Locate the string "textAlign" in the records below. Copy every line where it occurs.

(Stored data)
--- START ---
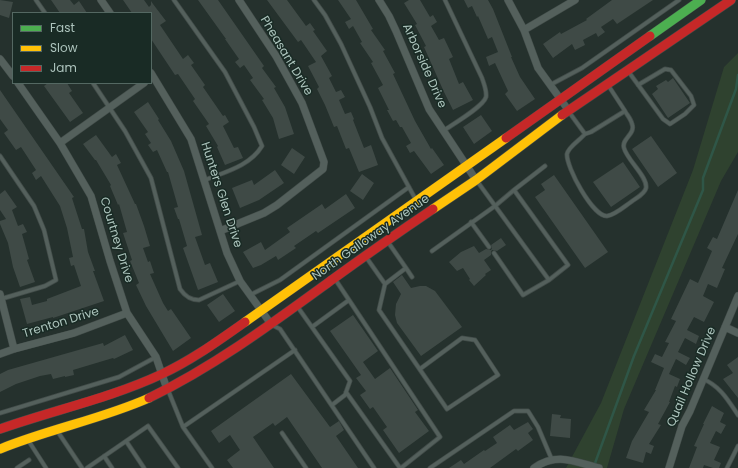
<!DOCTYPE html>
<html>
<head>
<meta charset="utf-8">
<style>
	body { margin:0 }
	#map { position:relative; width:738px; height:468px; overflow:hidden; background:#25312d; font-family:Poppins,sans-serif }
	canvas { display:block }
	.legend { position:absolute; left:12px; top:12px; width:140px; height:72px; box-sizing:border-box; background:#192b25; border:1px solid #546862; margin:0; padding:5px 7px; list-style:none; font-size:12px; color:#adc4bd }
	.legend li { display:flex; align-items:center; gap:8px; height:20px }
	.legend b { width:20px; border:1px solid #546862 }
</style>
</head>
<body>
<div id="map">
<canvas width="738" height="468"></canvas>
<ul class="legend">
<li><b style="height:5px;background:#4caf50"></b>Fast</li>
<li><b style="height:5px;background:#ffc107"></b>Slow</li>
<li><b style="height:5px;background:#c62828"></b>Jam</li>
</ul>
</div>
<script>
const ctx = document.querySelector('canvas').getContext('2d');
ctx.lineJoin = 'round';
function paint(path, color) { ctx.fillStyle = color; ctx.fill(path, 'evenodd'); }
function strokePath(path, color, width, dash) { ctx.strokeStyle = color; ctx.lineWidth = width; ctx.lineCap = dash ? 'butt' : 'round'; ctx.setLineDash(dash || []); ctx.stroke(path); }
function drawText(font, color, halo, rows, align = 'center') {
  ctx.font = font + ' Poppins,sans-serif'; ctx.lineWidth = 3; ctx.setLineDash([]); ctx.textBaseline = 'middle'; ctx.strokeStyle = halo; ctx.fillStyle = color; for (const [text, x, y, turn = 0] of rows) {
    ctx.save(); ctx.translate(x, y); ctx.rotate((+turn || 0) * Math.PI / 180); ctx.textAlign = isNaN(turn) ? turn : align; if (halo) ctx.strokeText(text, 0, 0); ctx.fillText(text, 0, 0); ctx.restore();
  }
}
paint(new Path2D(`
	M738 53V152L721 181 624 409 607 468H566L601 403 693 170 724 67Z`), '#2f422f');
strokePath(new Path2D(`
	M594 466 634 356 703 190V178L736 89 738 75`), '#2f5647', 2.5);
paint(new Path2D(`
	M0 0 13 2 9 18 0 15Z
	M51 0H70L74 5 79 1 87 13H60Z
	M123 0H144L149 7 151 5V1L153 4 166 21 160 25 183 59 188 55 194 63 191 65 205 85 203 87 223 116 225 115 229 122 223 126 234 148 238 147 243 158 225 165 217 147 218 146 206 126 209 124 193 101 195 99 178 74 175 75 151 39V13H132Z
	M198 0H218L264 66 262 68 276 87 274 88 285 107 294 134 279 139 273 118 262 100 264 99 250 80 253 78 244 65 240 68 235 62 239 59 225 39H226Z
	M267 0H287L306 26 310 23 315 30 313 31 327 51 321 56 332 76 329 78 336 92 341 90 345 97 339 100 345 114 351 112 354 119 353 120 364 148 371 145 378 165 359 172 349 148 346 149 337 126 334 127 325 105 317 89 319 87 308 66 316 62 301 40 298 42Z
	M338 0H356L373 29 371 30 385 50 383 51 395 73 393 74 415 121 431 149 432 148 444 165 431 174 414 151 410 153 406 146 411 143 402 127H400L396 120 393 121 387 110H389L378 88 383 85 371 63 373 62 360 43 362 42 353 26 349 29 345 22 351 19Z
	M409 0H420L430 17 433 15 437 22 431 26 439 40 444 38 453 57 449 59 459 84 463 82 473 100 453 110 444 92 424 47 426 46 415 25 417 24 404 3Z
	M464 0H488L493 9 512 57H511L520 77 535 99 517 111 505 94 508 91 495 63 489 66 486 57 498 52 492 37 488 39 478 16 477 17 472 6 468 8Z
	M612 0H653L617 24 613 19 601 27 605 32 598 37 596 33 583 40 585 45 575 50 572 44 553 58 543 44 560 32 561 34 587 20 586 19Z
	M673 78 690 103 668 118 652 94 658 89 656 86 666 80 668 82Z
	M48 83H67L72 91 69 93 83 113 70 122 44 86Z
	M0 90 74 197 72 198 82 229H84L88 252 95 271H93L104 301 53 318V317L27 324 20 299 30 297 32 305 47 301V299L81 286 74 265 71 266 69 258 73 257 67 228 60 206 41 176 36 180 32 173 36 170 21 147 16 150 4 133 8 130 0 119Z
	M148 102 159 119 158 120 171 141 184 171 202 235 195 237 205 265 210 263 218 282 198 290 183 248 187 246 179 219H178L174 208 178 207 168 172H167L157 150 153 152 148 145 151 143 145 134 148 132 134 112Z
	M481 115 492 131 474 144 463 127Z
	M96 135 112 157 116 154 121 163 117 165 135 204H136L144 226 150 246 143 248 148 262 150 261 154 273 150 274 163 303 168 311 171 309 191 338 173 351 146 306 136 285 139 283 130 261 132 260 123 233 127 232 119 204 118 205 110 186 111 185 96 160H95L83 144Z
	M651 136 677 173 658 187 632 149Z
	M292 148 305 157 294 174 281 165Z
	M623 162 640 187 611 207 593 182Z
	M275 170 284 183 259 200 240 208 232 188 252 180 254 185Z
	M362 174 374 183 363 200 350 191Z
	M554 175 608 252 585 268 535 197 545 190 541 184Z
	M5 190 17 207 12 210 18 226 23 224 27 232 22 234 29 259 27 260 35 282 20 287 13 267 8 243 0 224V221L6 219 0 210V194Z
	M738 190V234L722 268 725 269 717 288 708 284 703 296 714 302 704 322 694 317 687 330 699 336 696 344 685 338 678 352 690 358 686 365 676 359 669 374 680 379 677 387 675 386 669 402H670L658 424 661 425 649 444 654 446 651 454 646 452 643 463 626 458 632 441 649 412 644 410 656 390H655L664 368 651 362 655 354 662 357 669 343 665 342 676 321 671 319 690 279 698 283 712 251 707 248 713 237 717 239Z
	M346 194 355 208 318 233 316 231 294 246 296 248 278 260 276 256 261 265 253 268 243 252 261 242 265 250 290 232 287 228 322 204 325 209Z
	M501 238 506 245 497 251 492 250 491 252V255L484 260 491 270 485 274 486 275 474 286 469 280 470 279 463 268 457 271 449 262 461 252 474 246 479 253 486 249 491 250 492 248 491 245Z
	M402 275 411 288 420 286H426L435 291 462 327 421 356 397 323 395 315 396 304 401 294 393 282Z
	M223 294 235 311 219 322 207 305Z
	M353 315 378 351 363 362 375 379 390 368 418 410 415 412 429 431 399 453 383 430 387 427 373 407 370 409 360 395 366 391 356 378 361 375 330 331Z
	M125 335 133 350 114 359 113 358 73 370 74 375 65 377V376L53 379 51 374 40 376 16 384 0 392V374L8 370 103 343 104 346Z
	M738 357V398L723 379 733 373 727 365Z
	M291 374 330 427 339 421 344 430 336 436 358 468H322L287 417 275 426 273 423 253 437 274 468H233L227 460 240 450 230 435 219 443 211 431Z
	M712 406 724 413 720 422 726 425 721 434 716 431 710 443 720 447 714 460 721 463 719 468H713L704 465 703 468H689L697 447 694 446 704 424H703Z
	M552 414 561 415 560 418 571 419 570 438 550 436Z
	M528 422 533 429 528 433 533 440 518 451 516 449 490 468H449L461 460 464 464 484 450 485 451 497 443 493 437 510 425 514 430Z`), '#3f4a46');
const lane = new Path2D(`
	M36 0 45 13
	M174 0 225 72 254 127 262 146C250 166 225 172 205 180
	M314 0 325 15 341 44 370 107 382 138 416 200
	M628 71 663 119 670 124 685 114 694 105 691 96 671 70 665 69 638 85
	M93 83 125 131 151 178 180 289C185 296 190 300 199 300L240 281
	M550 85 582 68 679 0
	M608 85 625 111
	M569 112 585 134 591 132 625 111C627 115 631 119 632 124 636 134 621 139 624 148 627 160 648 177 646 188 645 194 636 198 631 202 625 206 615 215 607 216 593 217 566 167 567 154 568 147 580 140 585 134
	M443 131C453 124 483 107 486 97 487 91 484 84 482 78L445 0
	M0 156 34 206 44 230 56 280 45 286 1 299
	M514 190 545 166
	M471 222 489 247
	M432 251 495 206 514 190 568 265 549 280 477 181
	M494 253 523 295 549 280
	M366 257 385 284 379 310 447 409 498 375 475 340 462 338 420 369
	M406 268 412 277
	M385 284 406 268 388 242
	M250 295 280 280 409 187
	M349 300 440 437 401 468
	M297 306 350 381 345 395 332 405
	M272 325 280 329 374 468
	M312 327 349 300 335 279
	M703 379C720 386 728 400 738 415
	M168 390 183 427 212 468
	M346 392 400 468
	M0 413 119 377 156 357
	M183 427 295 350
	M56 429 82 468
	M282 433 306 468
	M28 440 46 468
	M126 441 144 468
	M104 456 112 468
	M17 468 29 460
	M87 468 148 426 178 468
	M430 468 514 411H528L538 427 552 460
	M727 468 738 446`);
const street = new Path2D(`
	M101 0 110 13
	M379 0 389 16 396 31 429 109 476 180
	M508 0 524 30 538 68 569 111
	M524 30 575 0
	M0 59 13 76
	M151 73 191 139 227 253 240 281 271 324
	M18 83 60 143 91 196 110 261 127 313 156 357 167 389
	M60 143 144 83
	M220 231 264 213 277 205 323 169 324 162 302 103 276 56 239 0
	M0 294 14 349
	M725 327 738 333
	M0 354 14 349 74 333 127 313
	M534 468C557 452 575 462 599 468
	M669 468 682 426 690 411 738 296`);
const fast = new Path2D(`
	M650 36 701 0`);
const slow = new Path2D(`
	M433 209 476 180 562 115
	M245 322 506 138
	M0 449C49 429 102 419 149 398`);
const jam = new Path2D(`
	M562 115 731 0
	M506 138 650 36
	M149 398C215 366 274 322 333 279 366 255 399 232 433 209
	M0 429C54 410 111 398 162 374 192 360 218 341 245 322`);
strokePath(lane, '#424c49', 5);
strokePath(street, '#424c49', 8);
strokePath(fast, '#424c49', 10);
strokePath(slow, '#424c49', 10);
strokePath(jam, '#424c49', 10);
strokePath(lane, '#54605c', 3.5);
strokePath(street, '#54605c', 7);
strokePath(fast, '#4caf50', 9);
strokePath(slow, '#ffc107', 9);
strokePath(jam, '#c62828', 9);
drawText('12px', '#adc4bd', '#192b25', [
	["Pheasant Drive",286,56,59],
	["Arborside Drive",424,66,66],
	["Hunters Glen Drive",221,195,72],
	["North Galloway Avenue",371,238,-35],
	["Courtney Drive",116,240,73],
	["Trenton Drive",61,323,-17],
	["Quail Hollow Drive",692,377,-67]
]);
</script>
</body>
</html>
--- END ---
--- START ---
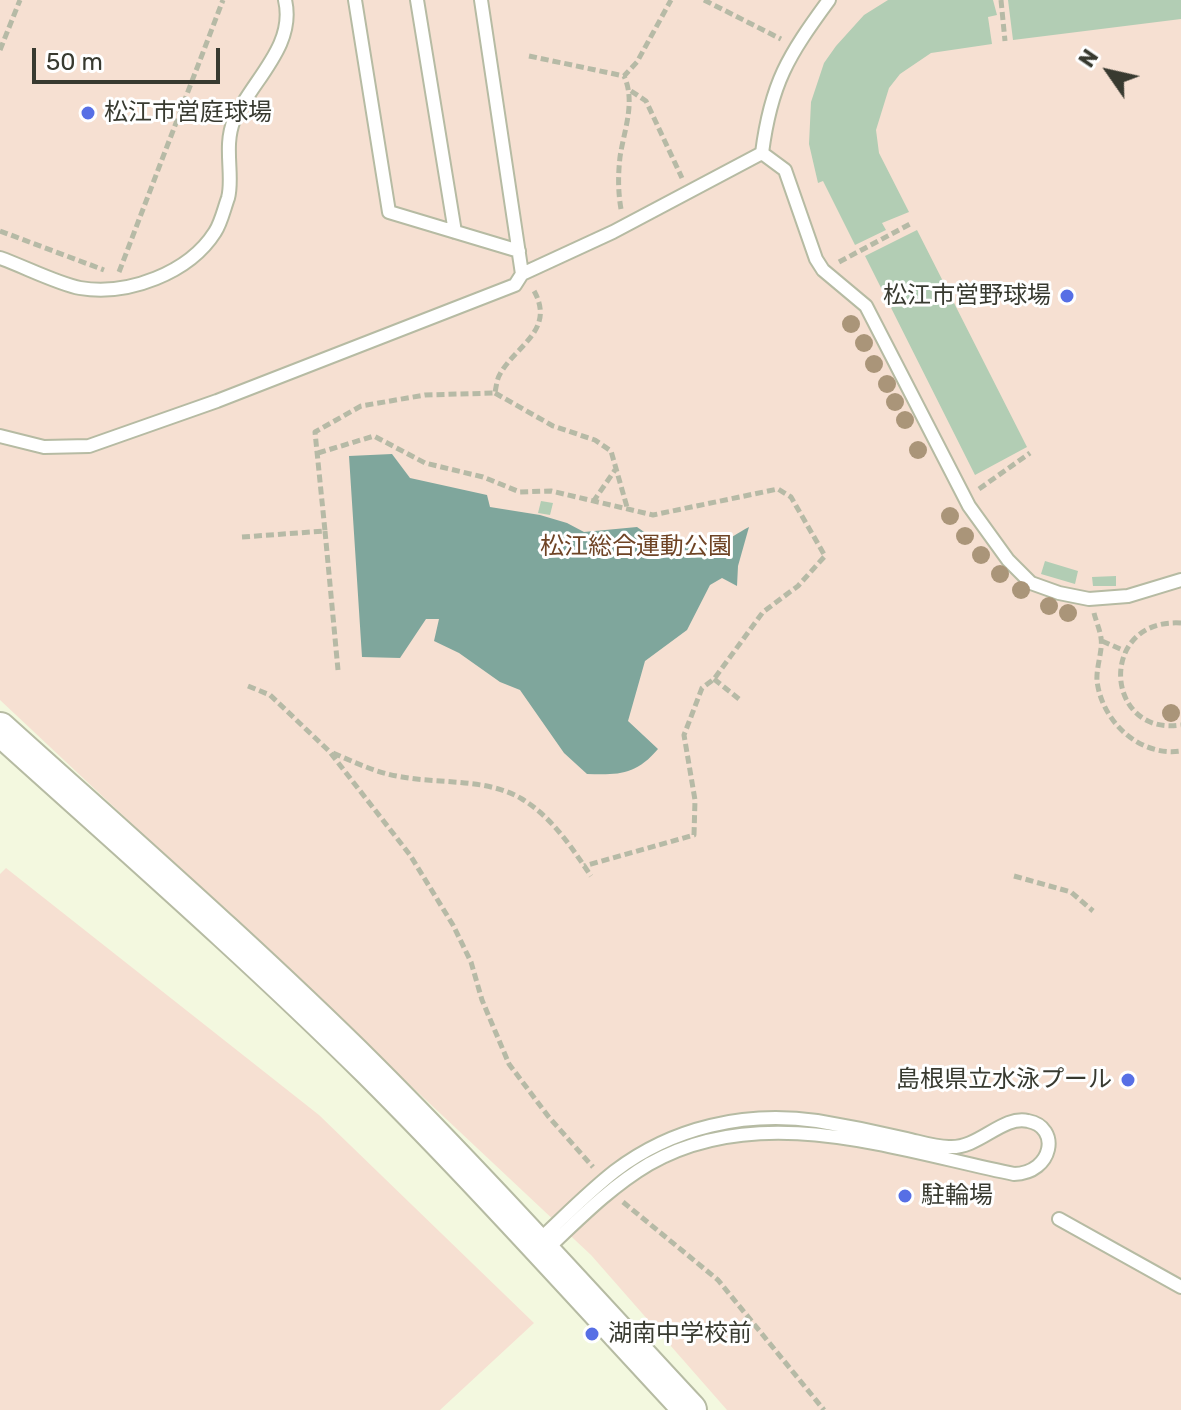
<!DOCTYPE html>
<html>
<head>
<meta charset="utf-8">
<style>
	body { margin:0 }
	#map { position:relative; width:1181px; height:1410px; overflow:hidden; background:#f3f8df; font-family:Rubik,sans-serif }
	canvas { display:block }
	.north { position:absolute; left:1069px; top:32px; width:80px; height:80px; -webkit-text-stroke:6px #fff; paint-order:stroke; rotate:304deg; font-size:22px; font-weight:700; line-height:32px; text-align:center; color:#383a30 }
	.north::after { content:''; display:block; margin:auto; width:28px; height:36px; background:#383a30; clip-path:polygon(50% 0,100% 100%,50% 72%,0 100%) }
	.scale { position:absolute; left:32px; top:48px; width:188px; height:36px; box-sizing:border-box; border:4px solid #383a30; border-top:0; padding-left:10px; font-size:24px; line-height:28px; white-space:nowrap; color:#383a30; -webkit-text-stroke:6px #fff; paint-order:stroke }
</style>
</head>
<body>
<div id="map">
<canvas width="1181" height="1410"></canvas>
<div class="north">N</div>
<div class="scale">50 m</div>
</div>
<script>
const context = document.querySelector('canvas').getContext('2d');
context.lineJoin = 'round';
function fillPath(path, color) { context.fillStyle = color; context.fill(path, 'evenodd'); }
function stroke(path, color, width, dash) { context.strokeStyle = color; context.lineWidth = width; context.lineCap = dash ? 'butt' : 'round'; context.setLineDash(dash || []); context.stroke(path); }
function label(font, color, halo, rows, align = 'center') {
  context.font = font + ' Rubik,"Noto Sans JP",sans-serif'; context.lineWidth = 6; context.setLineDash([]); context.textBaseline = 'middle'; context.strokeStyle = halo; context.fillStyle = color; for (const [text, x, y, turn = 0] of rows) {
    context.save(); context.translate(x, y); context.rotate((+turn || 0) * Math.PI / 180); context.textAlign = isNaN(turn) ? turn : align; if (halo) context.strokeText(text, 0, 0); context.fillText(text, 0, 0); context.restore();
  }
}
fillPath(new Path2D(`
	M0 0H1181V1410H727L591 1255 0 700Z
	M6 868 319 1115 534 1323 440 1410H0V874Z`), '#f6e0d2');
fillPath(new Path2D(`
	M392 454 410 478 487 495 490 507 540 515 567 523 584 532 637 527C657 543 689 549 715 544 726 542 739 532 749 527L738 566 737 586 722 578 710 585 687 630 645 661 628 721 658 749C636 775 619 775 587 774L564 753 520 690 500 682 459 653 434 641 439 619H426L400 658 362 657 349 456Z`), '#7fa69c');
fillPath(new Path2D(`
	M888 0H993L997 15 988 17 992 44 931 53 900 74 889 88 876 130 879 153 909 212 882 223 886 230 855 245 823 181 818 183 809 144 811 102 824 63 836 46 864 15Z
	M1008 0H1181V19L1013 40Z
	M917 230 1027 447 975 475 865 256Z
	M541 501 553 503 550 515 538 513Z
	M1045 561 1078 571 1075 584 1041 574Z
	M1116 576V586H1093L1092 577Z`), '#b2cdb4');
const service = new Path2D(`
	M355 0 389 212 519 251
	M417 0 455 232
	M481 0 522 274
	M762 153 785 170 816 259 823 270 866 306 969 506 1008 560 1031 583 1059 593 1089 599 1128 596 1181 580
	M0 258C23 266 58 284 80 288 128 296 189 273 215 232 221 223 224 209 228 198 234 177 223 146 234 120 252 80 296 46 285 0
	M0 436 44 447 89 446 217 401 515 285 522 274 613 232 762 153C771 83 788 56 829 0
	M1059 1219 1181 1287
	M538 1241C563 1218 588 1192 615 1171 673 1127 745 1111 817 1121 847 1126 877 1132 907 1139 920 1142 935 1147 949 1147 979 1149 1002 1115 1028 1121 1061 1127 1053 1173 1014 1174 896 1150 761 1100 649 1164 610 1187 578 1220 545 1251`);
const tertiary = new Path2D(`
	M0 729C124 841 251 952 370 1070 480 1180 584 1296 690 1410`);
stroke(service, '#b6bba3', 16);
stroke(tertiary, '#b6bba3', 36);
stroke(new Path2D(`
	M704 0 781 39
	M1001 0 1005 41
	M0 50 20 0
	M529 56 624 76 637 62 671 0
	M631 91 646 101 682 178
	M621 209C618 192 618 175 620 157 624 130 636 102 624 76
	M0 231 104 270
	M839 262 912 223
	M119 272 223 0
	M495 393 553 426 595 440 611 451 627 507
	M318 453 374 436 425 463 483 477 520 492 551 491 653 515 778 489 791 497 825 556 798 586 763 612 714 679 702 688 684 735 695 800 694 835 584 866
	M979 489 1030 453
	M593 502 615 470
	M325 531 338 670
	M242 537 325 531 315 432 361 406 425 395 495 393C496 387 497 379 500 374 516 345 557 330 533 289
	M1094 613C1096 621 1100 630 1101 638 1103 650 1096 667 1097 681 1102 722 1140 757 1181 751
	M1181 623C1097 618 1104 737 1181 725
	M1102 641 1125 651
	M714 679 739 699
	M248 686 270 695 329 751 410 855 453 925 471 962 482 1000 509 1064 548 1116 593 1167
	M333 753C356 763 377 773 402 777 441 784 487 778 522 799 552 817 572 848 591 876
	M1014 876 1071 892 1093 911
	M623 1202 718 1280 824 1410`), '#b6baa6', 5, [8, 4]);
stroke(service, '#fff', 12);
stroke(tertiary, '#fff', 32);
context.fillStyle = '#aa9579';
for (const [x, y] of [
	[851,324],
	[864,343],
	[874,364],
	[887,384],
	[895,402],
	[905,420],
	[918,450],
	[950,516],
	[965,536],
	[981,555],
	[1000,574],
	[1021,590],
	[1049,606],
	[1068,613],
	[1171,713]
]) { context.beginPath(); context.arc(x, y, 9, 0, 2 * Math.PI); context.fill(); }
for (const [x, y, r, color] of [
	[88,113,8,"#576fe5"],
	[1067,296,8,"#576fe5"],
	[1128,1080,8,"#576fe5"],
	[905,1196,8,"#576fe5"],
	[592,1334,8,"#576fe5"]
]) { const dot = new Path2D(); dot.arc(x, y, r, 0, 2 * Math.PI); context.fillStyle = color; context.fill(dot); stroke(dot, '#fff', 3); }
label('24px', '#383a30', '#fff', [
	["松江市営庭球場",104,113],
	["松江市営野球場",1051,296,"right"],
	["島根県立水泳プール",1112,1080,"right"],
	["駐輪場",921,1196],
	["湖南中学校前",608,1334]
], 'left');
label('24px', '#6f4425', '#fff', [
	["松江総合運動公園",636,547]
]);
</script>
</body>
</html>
--- END ---
## TASK RESPONSE:
    ctx.save(); ctx.translate(x, y); ctx.rotate((+turn || 0) * Math.PI / 180); ctx.textAlign = isNaN(turn) ? turn : align; if (halo) ctx.strokeText(text, 0, 0); ctx.fillText(text, 0, 0); ctx.restore();
    context.save(); context.translate(x, y); context.rotate((+turn || 0) * Math.PI / 180); context.textAlign = isNaN(turn) ? turn : align; if (halo) context.strokeText(text, 0, 0); context.fillText(text, 0, 0); context.restore();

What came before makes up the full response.